Buonanotte, mamma oltre a presentare una particolare struttura drammaturgica in cui lo spettatore viene informato fin dall’inizio delle intenzioni della protagonista, si caratterizza per la ricchezza dei dialoghi e per il ribaltamento dei ruoli madre/figlia. Prima di porre fine alla sua esistenza, infatti, Jessie predispone tutta una serie di liste di oggetti che potranno essere utili a sua madre, e le fornisce indicazioni precise su come fare la spesa e come gestirsi, questo perché, fino a quel momento è stata proprio lei a fare da madre a sua madre.

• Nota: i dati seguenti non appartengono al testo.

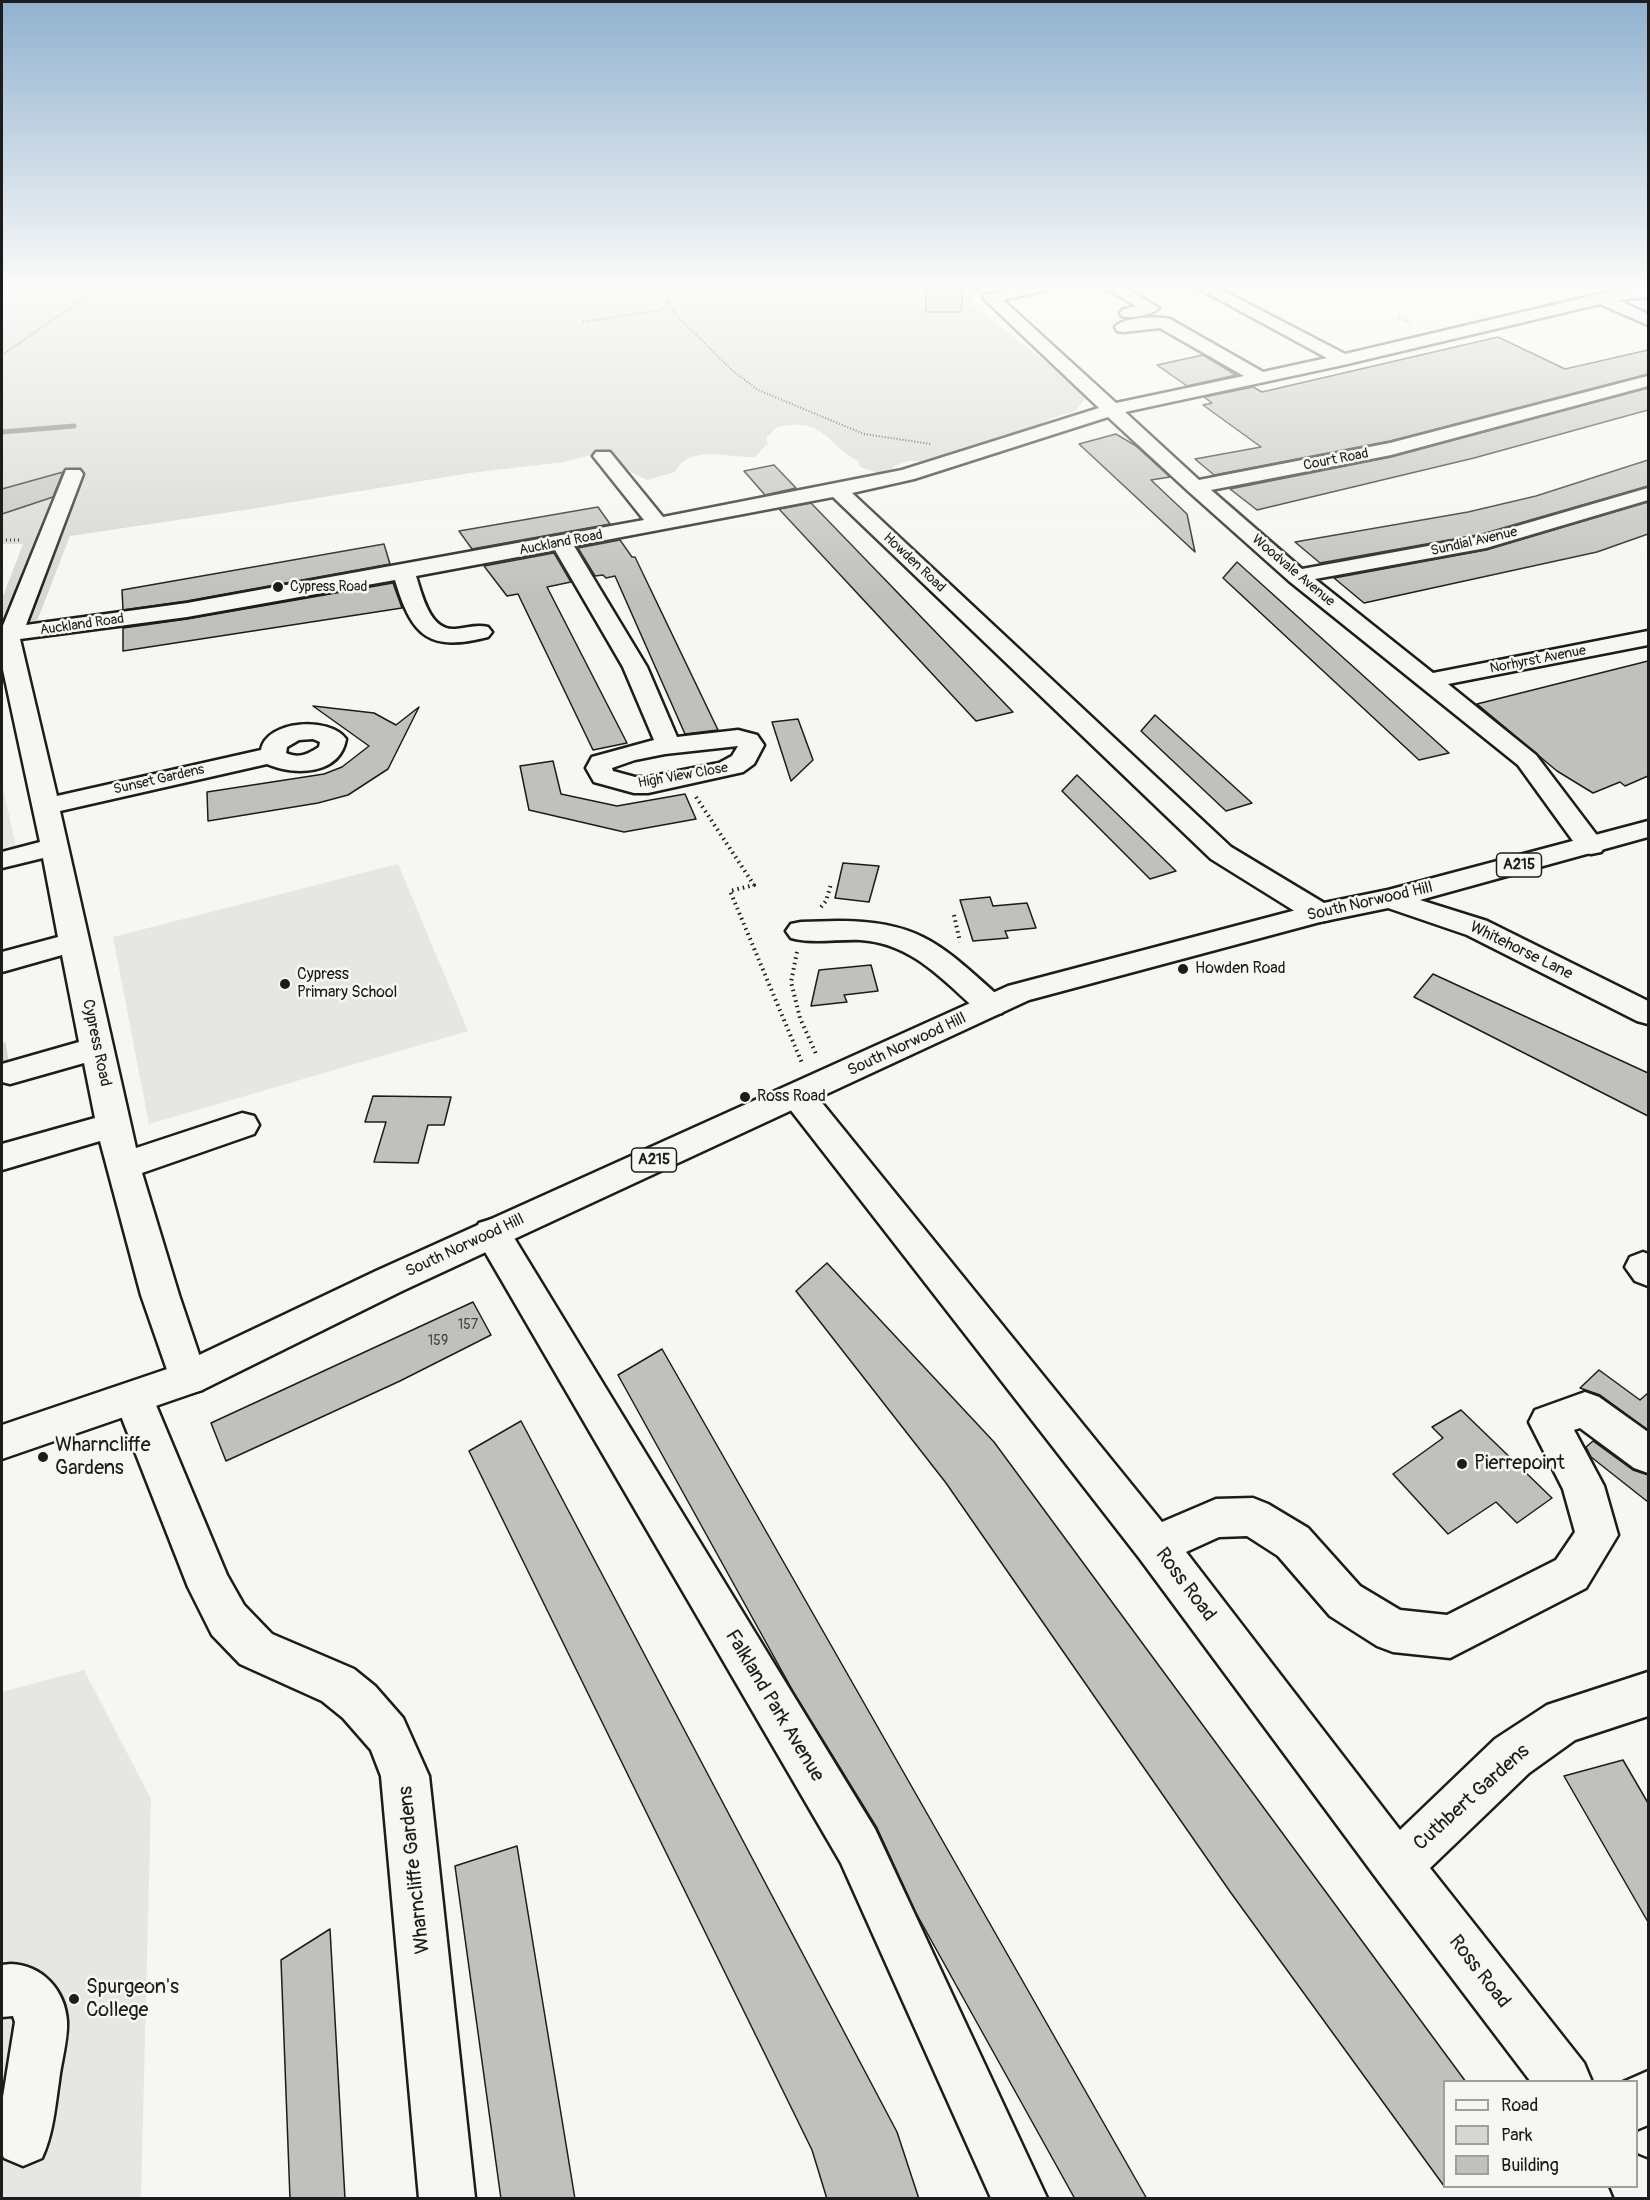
<!DOCTYPE html>
<style>
body{margin:0}
#map{position:relative;width:1650px;height:2200px;overflow:hidden;background:#f6f6f2;font-family:Pangolin,sans-serif}
canvas{display:block}
.frame{position:absolute;inset:0;border:3px solid #1c1c1c;pointer-events:none}
.legend{position:absolute;left:1443px;top:2080px;width:195px;height:108px;box-sizing:border-box;background:#f6f6f2;border:2px solid #9f9f9c;margin:0;padding:8px 10px;list-style:none;font-size:18px;color:#1c1c1c}
.legend li{display:flex;align-items:center;gap:12px;height:30px}
.legend b{width:30px;border:2px solid #9f9f9c}
</style>
<div id="map">
<canvas width="1650" height="2200"></canvas>
<div class="frame"></div>
<ul class="legend">
<li><b style="height:8px;background:#f6f6f2"></b>Road</li>
<li><b style="height:16px;background:#d6d6d2"></b>Park</li>
<li><b style="height:16px;background:#c0c0bd"></b>Building</li>
</ul>
</div>
<script>
const ctx = document.querySelector('canvas').getContext('2d');
ctx.lineJoin = 'round';
function fillPath(path, color) {
  ctx.fillStyle = color;
  ctx.fill(path, 'evenodd');
}
function stroke(path, color, width, dash) {
  ctx.strokeStyle = color;
  ctx.lineWidth = width;
  ctx.lineCap = dash ? 'butt' : 'round';
  ctx.setLineDash(dash || []);
  ctx.stroke(path);
}
function write(font, color, halo, rows, align = 'center') {
  ctx.font = font + ' Pangolin,sans-serif';
  ctx.lineWidth = 5;
  ctx.setLineDash([]);
  ctx.textBaseline = 'middle';
  ctx.strokeStyle = halo;
  ctx.fillStyle = color;
  for (const [text, x, y, turn = 0] of rows) {
    ctx.save();
    ctx.translate(x, y);
    ctx.rotate((+turn || 0) * Math.PI / 180);
    ctx.textAlign = isNaN(turn) ? turn : align;
    if (halo) ctx.strokeText(text, 0, 0);
    ctx.fillText(text, 0, 0);
    ctx.restore();
  }
}
fillPath(new Path2D(`
 M2 783 19 861 2 865Z
 M398 864 468 1031 149 1124 113 937Z
 M84 1670 151 1799 141 2198H2V1692Z`), '#e6e6e2');
fillPath(new Path2D(`
 M23 288H985L971 291 972 305 1062 374 1089 399 1084 400 1075 411 1051 418 1032 430 1001 436 939 461H908L895 466 885 475 860 467 858 461C823 441 824 417 777 427L766 438 768 443 755 457C735 458 702 448 684 461 680 463 677 469 675 472L647 480 595 454 563 462 470 473 251 509 70 536 37 621 2 625V599L23 544H2V299Z`), '#d6d6d2');
stroke(new Path2D(`
 M2 432 74 426`), '#727271', 5);
const building = new Path2D(`
 M926 289 963 290 961 312H926Z
 M1498 337 1565 369 1648 350V374L1390 441 1214 475 1195 459 1261 447 1203 405 1212 403 1204 397 1253 387 1262 392Z
 M1203 355 1236 375 1187 386 1157 365Z
 M1648 388V410L1474 458 1257 510 1230 489 1391 457Z
 M1116 434 1136 446 1170 477 1151 480 1187 514 1195 552 1079 444Z
 M1648 460V486L1482 534 1320 563 1295 542 1468 512 1536 496Z
 M774 465 796 488 765 495 744 471Z
 M63 472 53 497 2 514V489Z
 M1648 502V534L1597 552 1364 603 1334 578 1486 550Z
 M811 503 1013 712 976 721 779 509Z
 M598 507 610 524 472 549 459 531Z
 M620 540 632 557H635L718 730 685 734 615 576 606 578 603 575 595 576 578 548Z
 M384 544 390 564 187 601 123 610 122 590Z
 M554 553 571 582 547 587 627 743 593 750 518 594 507 596 484 566Z
 M1237 562 1449 753 1419 760 1223 578Z
 M393 583 402 608 123 651V628L187 619Z
 M1648 661V776L1625 786 1620 782 1593 793 1557 771 1477 704Z
 M313 706 374 713 396 725 419 707 388 769 348 795 318 803 208 821 207 792 324 774 342 767 369 746Z
 M1155 715 1252 803 1226 811 1141 731Z
 M798 719 813 760 791 781 772 722Z
 M553 761 561 794 617 806 685 794 696 819 624 832 529 810 520 766Z
 M1077 775 1176 871 1150 879 1062 791Z
 M843 863 879 866 869 902 835 898Z
 M990 897 993 906 1027 903 1036 928 1005 931 1008 938 973 941 960 900Z
 M871 965 878 991 844 995 847 1002 811 1006 819 970Z
 M1433 974 1648 1073V1116L1414 997Z
 M373 1096 451 1097 444 1125H428L418 1163 374 1162 386 1122H365Z
 M827 1263 994 1442 1466 2082H1444V2186L1231 1893 946 1483 796 1291Z
 M473 1302 491 1335 400 1381 226 1461 211 1423Z
 M662 1349 1147 2199H1075L916 1913 877 1828 794 1693 618 1375Z
 M1599 1370 1640 1400 1648 1393V1430L1600 1395 1580 1388Z
 M1461 1410 1552 1498 1517 1523 1496 1502 1448 1534 1393 1474 1443 1438 1432 1427Z
 M521 1421 897 2132 919 2199H827L812 2150 469 1451Z
 M1593 1441 1633 1470 1648 1475V1502L1591 1457 1586 1447Z
 M1623 1760 1648 1803V1922L1564 1776Z
 M517 1846 575 2199H501L455 1866Z
 M330 1929 345 2199H290L281 1960Z`);
fillPath(building, '#c0c0bd');
stroke(building, '#1c1c1c', 1.5);
stroke(new Path2D(`
 M2 1058 8 1057`), '#d5d5d2', 30, [30, 15]);
const minor = new Path2D(`
 M1013 288H1044L1042 291 1003 300 1116 403 1244 376 1160 328 1123 332 1117 331 1115 327C1123 317 1157 316 1170 319L1263 372 1327 358 1198 288H1218L1345 354 1621 289 1648 288V297L1618 300 1648 314V325L1600 304 1343 365 1125 412 1199 480 1390 443 1648 376V386L1391 455 1211 490 1302 569 1483 536 1648 488V500L1486 548 1315 579 1433 673 1648 631V645L1448 684 1536 755 1605 846 1601 852 1591 854 1581 852 1518 765 1289 581 1188 491 1108 417 914 479 852 493 1231 847 1329 906 1334 913 1329 920 1319 922 1309 920 1211 859 833 497 574 546 647 667 677 737 738 730 757 735 764 745 754 764 743 772 648 793H634L594 782 586 768 592 757 654 740 623 667 555 550 416 576C422 595 430 631 455 629 467 628 477 624 488 627L492 632 488 637C429 652 412 637 395 580L187 617 20 639 57 796 261 750C266 720 330 716 346 739 340 775 294 776 267 764L60 811 136 1148 242 1113 254 1116 259 1125 254 1134 142 1173 179 1295 207 1378 202 1390 188 1394 174 1390 141 1295 100 1141 2 1170V1144L95 1118 84 1063 10 1084 2 1082V1064L79 1042 62 955 2 972V952L58 937 43 858 2 868V852L40 842 2 665V628L66 470H80L83 474 26 625 187 603 644 520 593 456 596 452H610L663 517 902 470 1099 408 983 298 985 295ZM313 739 320 742 319 747C308 754 299 759 286 753L287 747 299 740ZM738 746 732 756 719 763 648 777H635L613 771 612 768 635 760 665 754Z
 M1106 288H1126L1159 308C1152 315 1132 319 1122 316L1120 313 1122 310 1136 306Z
 M838 921C922 921 943 947 1002 999L1007 1006 1002 1013 991 1016 980 1013C944 981 912 943 860 940 837 939 813 944 791 938L786 931 791 924 801 922Z
 M798 1084 810 1088 1162 1522 1216 1499 1253 1498 1268 1504 1308 1528 1360 1586 1400 1610 1447 1615 1556 1560 1575 1532 1563 1489 1529 1422 1535 1410 1585 1392 1599 1397 1648 1432V1473L1634 1468 1580 1428 1574 1430 1604 1486 1618 1535 1586 1588 1450 1658 1393 1652 1377 1646 1330 1616 1278 1556 1247 1536 1219 1537 1186 1552 1400 1830 1495 1739 1547 1705 1648 1672V1716L1575 1740 1529 1773 1430 1868 1584 2063 1592 2082H1531L1380 1883 1140 1559 786 1104 782 1096 786 1088Z
 M492 1219 505 1223 875 1829 1047 2198H991L841 1863 474 1233 479 1223Z
 M1643 1252 1648 1254V1286L1635 1281 1625 1267 1630 1257Z
 M134 1381 148 1386 227 1575 244 1605 272 1634 354 1669 375 1686 403 1718 429 1776 475 2198H419L381 1776 371 1750 343 1718 322 1701 240 1664 212 1635 188 1587 114 1398 120 1386Z
 M11 1964C42 1965 65 1990 67 2021 68 2040 61 2062 59 2081 55 2108 53 2134 42 2158L23 2166 4 2158 2 2153V2103L15 2022 13 2016 2 2017V1965Z
 M1648 2071V2125L1636 2130V2082H1623Z
 M1636 2155 1648 2160V2198H1615L1610 2186H1636Z`);
const major = new Path2D(`
 M1648 821V837L1420 900 1487 921 1648 1001V1024L1637 1021 1467 935 1388 908 1320 922 1029 1000 402 1291 202 1390 2 1459V1425L176 1366 376 1271 1008 986 1319 904 1388 890Z`);
stroke(minor, '#1c1c1c', 5);
stroke(major, '#1c1c1c', 5);
stroke(new Path2D(`
 M669 294 690 292 701 288
 M669 303 674 313 733 371 758 390 864 434 931 444
 M1399 317 1411 323
 M583 322 659 310 666 306 670 299 668 294 658 288
 M2 355 99 288`), '#1c1c1c', 2, [1, 2]);
stroke(new Path2D(`
 M2 540H22`), '#1c1c1c', 3, [1, 3]);
stroke(new Path2D(`
 M696 797 754 885 730 891 802 1063
 M821 907 826 901 831 884
 M954 915 960 942
 M797 952 791 982 800 1018 817 1056`), '#1c1c1c', 4, [1.5, 4]);
fillPath(minor, '#f6f6f2');
fillPath(major, '#f6f6f2');
const sky = ctx.createLinearGradient(0, 0, 0, 596);
sky.addColorStop(0, '#90b1cf');
sky.addColorStop(0.48, '#fbfbf9');
sky.addColorStop(1, '#fbfbf900');
ctx.fillStyle = sky;
ctx.fillRect(0, 0, 1650, 596);
for (const [x, y, r, color] of [
 [278,587,6,"#1c1c1c"],
 [1183,969,6,"#1c1c1c"],
 [285,984,6,"#1c1c1c"],
 [745,1097,6,"#1c1c1c"],
 [43,1457,6,"#1c1c1c"],
 [1462,1464,6,"#1c1c1c"],
 [74,1999,6,"#1c1c1c"]
]) {
  const dot = new Path2D();
  dot.arc(x, y, r, 0, 2 * Math.PI);
  ctx.fillStyle = color;
  ctx.fill(dot);
  stroke(dot, '#f6f6f2', 2);
}
write('14px', '#1c1c1c', '#f6f6f2', [
 ["Court Road",1336,460,-11],
 ["Sundial Avenue",1474,542,-13],
 ["Auckland Road",561,543,-11],
 ["Howden Road",914,563,43],
 ["Woodvale Avenue",1293,571,40],
 ["Auckland Road",82,625,-8],
 ["Norhyrst Avenue",1538,660,-11],
 ["High View Close",683,776,-10],
 ["Sunset Gardens",159,780,-13]
]);
write('14px', '#1c1c1c', '#f6f6f2', [
 ["Cypress Road",290,587]
], 'left');
write('14px', '#454544', null, [
 ["157",468,1325],
 ["159",438,1341]
]);
for (const [x, y, w] of [
 [1519,865,45],
 [654,1160,45]
]) {
  const box = new Path2D();
  box.roundRect(x - w / 2, y - 12, w, 24, 4.5);
  ctx.fillStyle = '#f6f6f2';
  ctx.fill(box);
  stroke(box, '#1c1c1c', 1.5);
}
write('bold 15px', '#1c1c1c', null, [
 ["A215",1519,865],
 ["A215",654,1160]
]);
write('16px', '#1c1c1c', '#f6f6f2', [
 ["South Norwood Hill",1370,902,-13],
 ["Whitehorse Lane",1521,951,26],
 ["Cypress Road",96,1043,78],
 ["South Norwood Hill",907,1045,-25],
 ["South Norwood Hill",465,1246,-25]
]);
write('16px', '#1c1c1c', '#f6f6f2', [
 ["Howden Road",1195,969],
 ["Cypress",297,975],
 ["Primary School",297,993],
 ["Ross Road",757,1097]
], 'left');
write('20px', '#1c1c1c', '#f6f6f2', [
 ["Wharncliffe",55,1446],
 ["Gardens",55,1469],
 ["Pierrepoint",1474,1464],
 ["Spurgeon's",86,1988],
 ["College",86,2011]
], 'left');
write('20px', '#1c1c1c', '#f6f6f2', [
 ["Ross Road",1185,1585,53],
 ["Falkland Park Avenue",774,1706,59],
 ["Cuthbert Gardens",1472,1798,-42],
 ["Wharncliffe Gardens",415,1870,-96],
 ["Ross Road",1479,1972,52]
]);
</script>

Thelma, al contrario, non ha mai cercato di ristabilire i ruoli, e si è sempre lasciata accudire dalla figlia nella convinzione, vera o presunta, che questo le bastasse. Tra le due donne esiste dunque una totale incomunicabilità, che emerge ancora di più quando si viene a sapere che i continui mutismi del padre avevano per Jessie una valenza di affetto di molto superiore a qualsiasi parola della madre. Anche gli altri personaggi di contorno, presenti solo in quanto motivo di discussione tra le due, entrano a far parte di quella negatività che Jessie ha sempre percepito nei suoi confronti; la madre tenta invano di spiegarle che la famiglia non è qualcosa che uno si sceglie ma che capita e lei controbatte che i familiari sanno troppo, e lo sanno prima che tu abbia la possibilità di decidere se vuoi che lo sappiano o no.

Ariella Reggio e Marcela Serli

La pièce non ha lo scopo di fornire risposte o di giudicare le argomentazioni delle due protagoniste, ma cerca di focalizzare l’attenzione dello spettatore su tematiche importanti, quali il suicidio, il destino, la moralità, la determinazione, il complesso rapporto con la famiglia. Non a caso il testo originale è ambientato negli anni Ottanta, periodo di profondi cambiamenti per la società americana, in cui le situazioni di disagio, soprattutto giovanile, iniziano a manifestarsi con frequenza crescente. Trasporlo ai giorni nostri si rivela una scelta vincente per il Teatro Stabile La Contrada, che, pur mantenendo inalterato lo spirito originale del testo, riesce così ad avvicinarlo maggiormente al pubblico, attualizzando gli elementi nei quali lo spettatore può identificarsi, come la televisione costantemente accesa sui reality show, o il riferimento all’uso di Internet. Un dramma sicuramente da non perdere.